Solomon clarifies that the murders cannot be explained – but what the picture that he paints of the estranged father and the mother who is struggling with an increasingly demanding son evokes is sympathy – as does the story of the students and teachers who were killed. What binds these stories together is the difficulty of reaching kids who are as walled off from the world as these two. It is expensive, both in money – Suskind estimates that it cost his family $90,000 per year in schooling, psychotherapy, etc. to support his son and the autism organizations estimate $60,000 per year are necessary to provide adequate care, but the costs are also in emotional engagement. Owen and Disney were the center of the family functioning for the better part of 20 years. Raising a special needs child is tremendously taxing on a marital relationship. I can’t help but imagine that the challenge of raising Adam Lanza was one of the factors in the dissolution of his parents’ marriage. And our children demand of us that we work to create a space for them to become more fully human.

That last sentence in the last paragraph has gotten me in trouble with the reluctant wife. She does not see degrees of humanity, but expects that we are all, categorically, human. And she has the Declaration of Independence, among other documents, on her side. But I believe that we, as parents, provide love, education, medical and psychological care, nutrition and exercise not just to promote our children’s “normal” development, but actually to help them join a tremendous web that is our shared human culture. We are trying to provide the best possible platform for them to fully exploit what is available to them. This challenge, as difficult as it is, is hugely more problematic when the child is missing something that we take for granted – something like an interest in human relationships – something as debilitating as an inability to form words.

Suskind suggests that we can reach these kids – particularly through finding out why it is that they have chosen to get wrapped up in the things they have, to discover what these things mean to them.
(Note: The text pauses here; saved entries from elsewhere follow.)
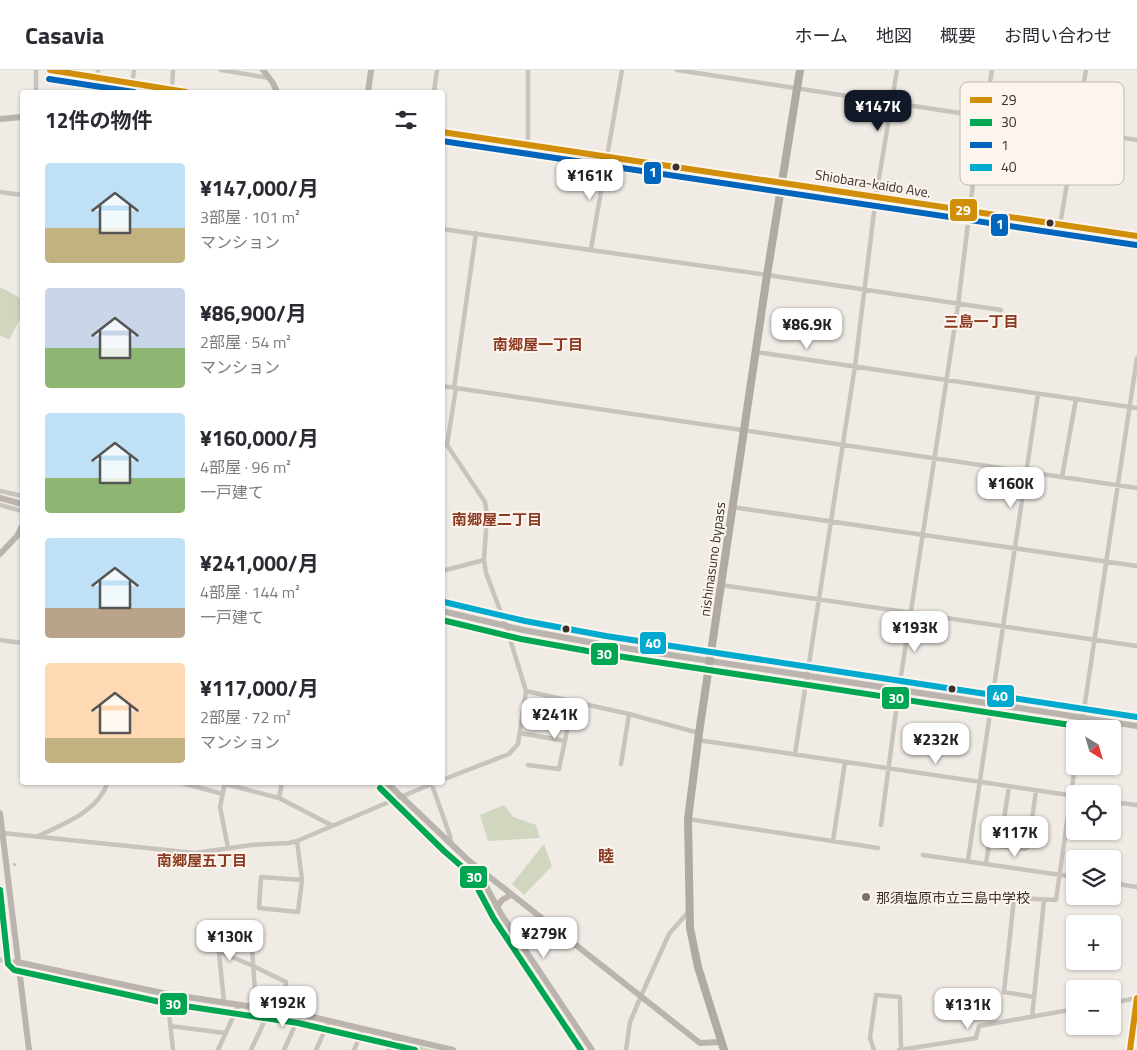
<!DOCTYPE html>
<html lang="ja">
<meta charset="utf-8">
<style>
:root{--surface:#fff;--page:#f7f7f7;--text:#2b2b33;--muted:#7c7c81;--line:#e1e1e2;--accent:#111827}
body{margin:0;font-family:"Titillium Web","Noto Sans JP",sans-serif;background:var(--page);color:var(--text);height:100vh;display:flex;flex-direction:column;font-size:19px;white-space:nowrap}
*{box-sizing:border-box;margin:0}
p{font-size:16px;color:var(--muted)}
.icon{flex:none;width:28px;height:28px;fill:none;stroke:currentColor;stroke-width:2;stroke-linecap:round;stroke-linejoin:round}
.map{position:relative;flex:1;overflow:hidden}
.drawer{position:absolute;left:20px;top:20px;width:425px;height:695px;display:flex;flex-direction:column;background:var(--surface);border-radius:5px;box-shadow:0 1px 4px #0004}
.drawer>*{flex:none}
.needle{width:32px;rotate:143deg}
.tools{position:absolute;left:1066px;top:650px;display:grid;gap:10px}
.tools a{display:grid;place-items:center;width:55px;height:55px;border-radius:5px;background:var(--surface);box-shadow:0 1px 4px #0004;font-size:25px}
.price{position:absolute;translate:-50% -42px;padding:0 11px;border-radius:10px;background:#fff;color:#222;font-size:16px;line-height:32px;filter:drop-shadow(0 1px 2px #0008)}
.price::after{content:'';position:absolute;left:50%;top:30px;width:15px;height:11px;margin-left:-8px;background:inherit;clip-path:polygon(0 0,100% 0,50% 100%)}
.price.current{background:var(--accent);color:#fff}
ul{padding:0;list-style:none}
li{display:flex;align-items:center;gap:15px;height:125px;padding:0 25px}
li span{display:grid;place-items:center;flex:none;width:140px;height:100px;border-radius:5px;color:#555}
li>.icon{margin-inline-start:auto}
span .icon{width:60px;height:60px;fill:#fffc;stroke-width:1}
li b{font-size:21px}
h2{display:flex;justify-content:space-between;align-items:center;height:60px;padding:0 25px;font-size:21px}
header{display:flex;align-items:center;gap:30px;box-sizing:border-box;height:70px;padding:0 25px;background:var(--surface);border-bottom:1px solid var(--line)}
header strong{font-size:24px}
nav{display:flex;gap:28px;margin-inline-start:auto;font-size:18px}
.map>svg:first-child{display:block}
.green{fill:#d1d6bf}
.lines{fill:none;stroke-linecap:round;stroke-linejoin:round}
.stream{stroke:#a1c2c1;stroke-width:2}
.street{stroke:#c9c3be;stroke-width:4.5}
.secondary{stroke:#bab3ae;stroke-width:6}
.highway{stroke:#afaaa4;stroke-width:8}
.bus-1-casing{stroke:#fbf5ee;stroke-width:10}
.bus-2-casing{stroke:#fbf5ee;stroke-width:10}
.bus-3-casing{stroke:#fbf5ee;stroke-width:10}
.bus-4-casing{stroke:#fbf5ee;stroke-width:10}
.bus-1{stroke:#d18e09;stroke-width:6}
.bus-2{stroke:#00a651;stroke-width:6}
.bus-3{stroke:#0065bd;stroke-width:6}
.bus-4{stroke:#00a9ce;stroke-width:6}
.bus-dot{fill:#3b302b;stroke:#fbf5ee;stroke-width:2}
.poi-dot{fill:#7a716c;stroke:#fbf5ee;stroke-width:2}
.labels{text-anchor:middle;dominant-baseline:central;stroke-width:4;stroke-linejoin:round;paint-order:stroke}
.street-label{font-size:14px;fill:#3b302b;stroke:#fbf5ee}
.poi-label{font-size:14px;fill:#3b302b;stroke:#fbf5ee;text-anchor:start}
.neighbourhood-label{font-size:15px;font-weight:bold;fill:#8c3b22;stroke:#fbf5ee}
.quarter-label{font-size:16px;font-weight:bold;fill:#8c3b22;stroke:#fbf5ee}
.key{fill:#fbf5ee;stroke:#c1bab4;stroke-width:1}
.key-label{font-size:14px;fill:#3b302b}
.line-badge{stroke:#fbf5ee;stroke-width:2}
.badge-label{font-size:14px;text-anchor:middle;font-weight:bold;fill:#fff}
</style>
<header>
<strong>Casavia</strong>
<nav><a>ホーム</a><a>地図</a><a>概要</a><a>お問い合わせ</a></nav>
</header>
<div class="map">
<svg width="1137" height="980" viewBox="0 0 1137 980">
<rect width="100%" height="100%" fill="#f0ebe5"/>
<!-- green -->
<path class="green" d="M0 217 22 229V245L9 270 0 265Z
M504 735 513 747 536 755 540 768 488 771 480 745Z
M544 774 552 796 524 825 512 814Z
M399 971 434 980H395Z"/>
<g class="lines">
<!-- stream -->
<path class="stream" d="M14 794 15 795"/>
<!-- street -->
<path class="street" d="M221 0 269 8
M528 0V75
M677 0 1137 70
M97 9 98 0
M132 14 134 0
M172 20 173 0
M36 22V0
M434 22 437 0
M0 122 22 125
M1060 155 1086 0
M442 159 767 205 1001 240
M591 179 622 0
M756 282 1137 338
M442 316 1137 418
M454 318 476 163
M1062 407 1076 329
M0 421 22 426
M0 435 22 441
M732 437 1137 496
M442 501 484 490
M721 515 1137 576
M0 570 22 573
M526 621 629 644 699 663
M1081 659 1137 288
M520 663 565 671
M698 670 1075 726
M795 684 855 296 876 126 897 0
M621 694 629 644
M528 695 559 699 573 632
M442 710 509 684 518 674 526 621 506 556 486 503 484 490 487 444 485 432 447 375 456 318
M178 712 223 724
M225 712 220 737 228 778
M431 712 450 766 451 773
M225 714 279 728 333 756
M279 728 282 712
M1112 732 1137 735
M688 749 878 778
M881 755 899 619 958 235 974 105 992 0
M2 763 195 783 251 775 289 773 297 771 436 712
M40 765C66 753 98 741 108 712
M297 771 302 810 298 842 259 838 261 807 302 810
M833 771 845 692
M1000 776 1009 716
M923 785 1075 807
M968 790 1038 324
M986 793 989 775 1025 779 1028 777 1036 721
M1112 813 1137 817
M216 853 224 932
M251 863 256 937
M202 874 253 896 286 912 283 941
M0 890 17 892
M167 924 173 980
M1034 927 1004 922 1014 828 1056 830 1075 696
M1112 933 1137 928
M1032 947 1044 830
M170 956 225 963
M218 980 239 934
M251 980 270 939
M284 980 300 944
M316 980 329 951
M354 980 363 958
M626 980 630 952 641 926 669 864 689 841
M874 980 870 968 876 925 900 927 901 980
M899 980 976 968 979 956 1075 939"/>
<!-- secondary -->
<path class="secondary" d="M50 0 186 22
M263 0 273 13 277 22
M368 22 371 0
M0 49 22 47
M442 62 1137 166
M0 428 22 434
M0 484 17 466 22 456
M442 541 523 560 605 575 1137 656
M386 712 468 790 700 973 720 972
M0 743 29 980
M483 803 487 818 501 844 592 980
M497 837 502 830 511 825
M17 892 167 924 300 944 453 980
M390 980 396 967
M1130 980 1137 928"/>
<!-- highway -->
<path class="highway" d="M724 980 698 897 690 858 688 749 699 663 767 205 800 0"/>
<!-- bus-1 casing -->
<g class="bus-1-casing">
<path id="bus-1" d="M50 0 186 22
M442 62 1137 166
M1130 980 1137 928"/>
</g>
<!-- bus-2 casing -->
<g class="bus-2-casing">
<path id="bus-2" d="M442 550 521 569 604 584 1097 659
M380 718 444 781 475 808 479 821 494 849 581 980
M0 820 8 894 14 900 165 933 298 953 415 980"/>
</g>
<!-- bus-3 casing -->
<g class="bus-3-casing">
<path id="bus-3" d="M49 9 134 22
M442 71 1136 175"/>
</g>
<!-- bus-4 casing -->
<g class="bus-4-casing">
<path id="bus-4" d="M444 532 525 551 606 566 1137 647"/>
</g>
<!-- bus-1 -->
<use href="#bus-1" class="bus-1"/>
<!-- bus-2 -->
<use href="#bus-2" class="bus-2"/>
<!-- bus-3 -->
<use href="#bus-3" class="bus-3"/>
<!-- bus-4 -->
<use href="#bus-4" class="bus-4"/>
</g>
<!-- markers -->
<g class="bus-dot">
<circle cx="676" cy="97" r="4.5"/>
<circle cx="1050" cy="153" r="4.5"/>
<circle cx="566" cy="559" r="4.5"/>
<circle cx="952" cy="619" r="4.5"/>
</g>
<circle class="poi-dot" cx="866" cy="827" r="5"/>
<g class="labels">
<!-- street labels -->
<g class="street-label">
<text transform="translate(873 113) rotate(9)">Shiobara-kaido Ave.</text>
<text transform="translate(712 489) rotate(-82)">nishinasuno bypass</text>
</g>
<!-- poi labels -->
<g class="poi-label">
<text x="876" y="827">那須塩原市立三島中学校</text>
</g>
<!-- neighbourhood labels -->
<g class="neighbourhood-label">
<text x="981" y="251">三島一丁目</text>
<text x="538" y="274">南郷屋一丁目</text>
<text x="497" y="449">南郷屋二丁目</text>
<text x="202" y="790">南郷屋五丁目</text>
</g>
<!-- quarter labels -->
<g class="quarter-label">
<text x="606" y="786">睦</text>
</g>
</g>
<!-- legend -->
<rect x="960" y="12" width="164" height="103" rx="8" class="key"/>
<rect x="970" y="27" width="22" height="6" fill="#d18e09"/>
<rect x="970" y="49" width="22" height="7" fill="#00a651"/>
<rect x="970" y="72" width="22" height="6" fill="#0065bd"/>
<rect x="970" y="94" width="22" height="7" fill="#00a9ce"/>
<g class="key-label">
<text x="1001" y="35">29</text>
<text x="1001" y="57">30</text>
<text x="1001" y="80">1</text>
<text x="1001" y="102">40</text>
</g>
<g class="line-badge">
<rect x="643" y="91" width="19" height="24" rx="5" fill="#0065bd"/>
<rect x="949" y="128" width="29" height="24" rx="5" fill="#d18e09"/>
<rect x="990" y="143" width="19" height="24" rx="5" fill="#0065bd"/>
<rect x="639" y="561" width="28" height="24" rx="5" fill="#00a9ce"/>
<rect x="590" y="572" width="29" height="24" rx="5" fill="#00a651"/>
<rect x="986" y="614" width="29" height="24" rx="5" fill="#00a9ce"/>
<rect x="881" y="616" width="29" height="24" rx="5" fill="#00a651"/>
<rect x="459" y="795" width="29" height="24" rx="5" fill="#00a651"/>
<rect x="159" y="922" width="29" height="24" rx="5" fill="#00a651"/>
</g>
<g class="badge-label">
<text x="653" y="107">1</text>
<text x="963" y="145">29</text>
<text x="1000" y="159">1</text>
<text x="653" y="578">40</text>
<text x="604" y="589">30</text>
<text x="1000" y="631">40</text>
<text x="896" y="633">30</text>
<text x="474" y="812">30</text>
<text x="173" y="939">30</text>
</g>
</svg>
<div class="tools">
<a><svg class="needle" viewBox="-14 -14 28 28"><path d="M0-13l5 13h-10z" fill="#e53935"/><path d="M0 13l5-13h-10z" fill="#7c7c81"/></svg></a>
<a><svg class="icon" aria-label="locate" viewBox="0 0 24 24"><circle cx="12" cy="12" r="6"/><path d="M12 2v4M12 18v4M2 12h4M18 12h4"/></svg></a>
<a><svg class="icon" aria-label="layers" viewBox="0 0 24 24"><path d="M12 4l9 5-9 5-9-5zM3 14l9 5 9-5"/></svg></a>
<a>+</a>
<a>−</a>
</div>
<b class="price current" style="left:878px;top:62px">¥147K</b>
<b class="price" style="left:590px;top:131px">¥161K</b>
<b class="price" style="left:807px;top:280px">¥86.9K</b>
<b class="price" style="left:1011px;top:439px">¥160K</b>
<b class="price" style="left:915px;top:583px">¥193K</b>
<b class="price" style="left:555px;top:670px">¥241K</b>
<b class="price" style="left:936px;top:695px">¥232K</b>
<b class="price" style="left:1015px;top:788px">¥117K</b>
<b class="price" style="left:544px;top:889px">¥279K</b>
<b class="price" style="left:230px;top:892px">¥130K</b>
<b class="price" style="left:283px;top:958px">¥192K</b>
<b class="price" style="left:968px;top:960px">¥131K</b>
<section class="drawer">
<h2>12件の物件<svg class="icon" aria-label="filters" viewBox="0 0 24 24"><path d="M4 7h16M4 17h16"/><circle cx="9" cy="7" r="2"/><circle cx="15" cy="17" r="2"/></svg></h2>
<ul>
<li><span style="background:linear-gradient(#bfe0f5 65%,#c2b280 0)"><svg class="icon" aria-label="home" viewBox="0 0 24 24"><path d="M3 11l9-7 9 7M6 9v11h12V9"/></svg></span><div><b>¥147,000/月</b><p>3部屋 · 101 m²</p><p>マンション</p></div></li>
<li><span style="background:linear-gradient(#c9d6e8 60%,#8fb573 0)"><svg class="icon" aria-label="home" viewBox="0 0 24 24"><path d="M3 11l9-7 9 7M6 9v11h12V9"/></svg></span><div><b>¥86,900/月</b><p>2部屋 · 54 m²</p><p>マンション</p></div></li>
<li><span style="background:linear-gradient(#bfe0f5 65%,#8fb573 0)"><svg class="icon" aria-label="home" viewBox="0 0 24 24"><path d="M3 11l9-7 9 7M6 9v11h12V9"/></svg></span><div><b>¥160,000/月</b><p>4部屋 · 96 m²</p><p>一戸建て</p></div></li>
<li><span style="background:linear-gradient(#bfe0f5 70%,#b9a48a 0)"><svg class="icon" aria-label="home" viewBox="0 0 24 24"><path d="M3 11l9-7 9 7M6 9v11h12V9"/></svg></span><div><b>¥241,000/月</b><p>4部屋 · 144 m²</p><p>一戸建て</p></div></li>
<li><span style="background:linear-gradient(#ffd9b3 75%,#c2b280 0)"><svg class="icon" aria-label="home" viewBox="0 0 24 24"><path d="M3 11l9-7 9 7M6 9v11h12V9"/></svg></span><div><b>¥117,000/月</b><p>2部屋 · 72 m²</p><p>マンション</p></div></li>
</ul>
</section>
</div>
This requires an incredibly close and demanding attention – a sensitivity to the potential for an inner life in someone who can actively work to ward off the intrusions of those outside of themselves. The other thing that he suggests is that these kids, unlike us (though I think I share at least some of this with them) work from the outside in to construct themselves – using the blacks and whites of rules, the cartoon versions of how people function – to create a version of themselves, rather than working from the inside out – trusting our intuitions and feelings and senses to “know” how to move forward in the world. I think I would propose that most of us work in a dialectical movement back and forth between inside out and outside in, while some of us may be more comfortable – and in some cases more confined – to one end or the other of this range of functioning. My thesis is not that we should not focus on the behaviors of autistic kids. We should do whatever will help them engage more fully in the world. My thesis, and I think that of Suskind, is that we should also focus on their inner worlds. To trust that they exist and that they are working to be – or from the position of the reluctant wife – that they are human, and that we should work on figuring out how to be in contact with that humanity within them. Of course, this raises the specter of false hope. I think this would be a terrible thing - but I think the specter of no hope is even worse - even more difficult to labor with.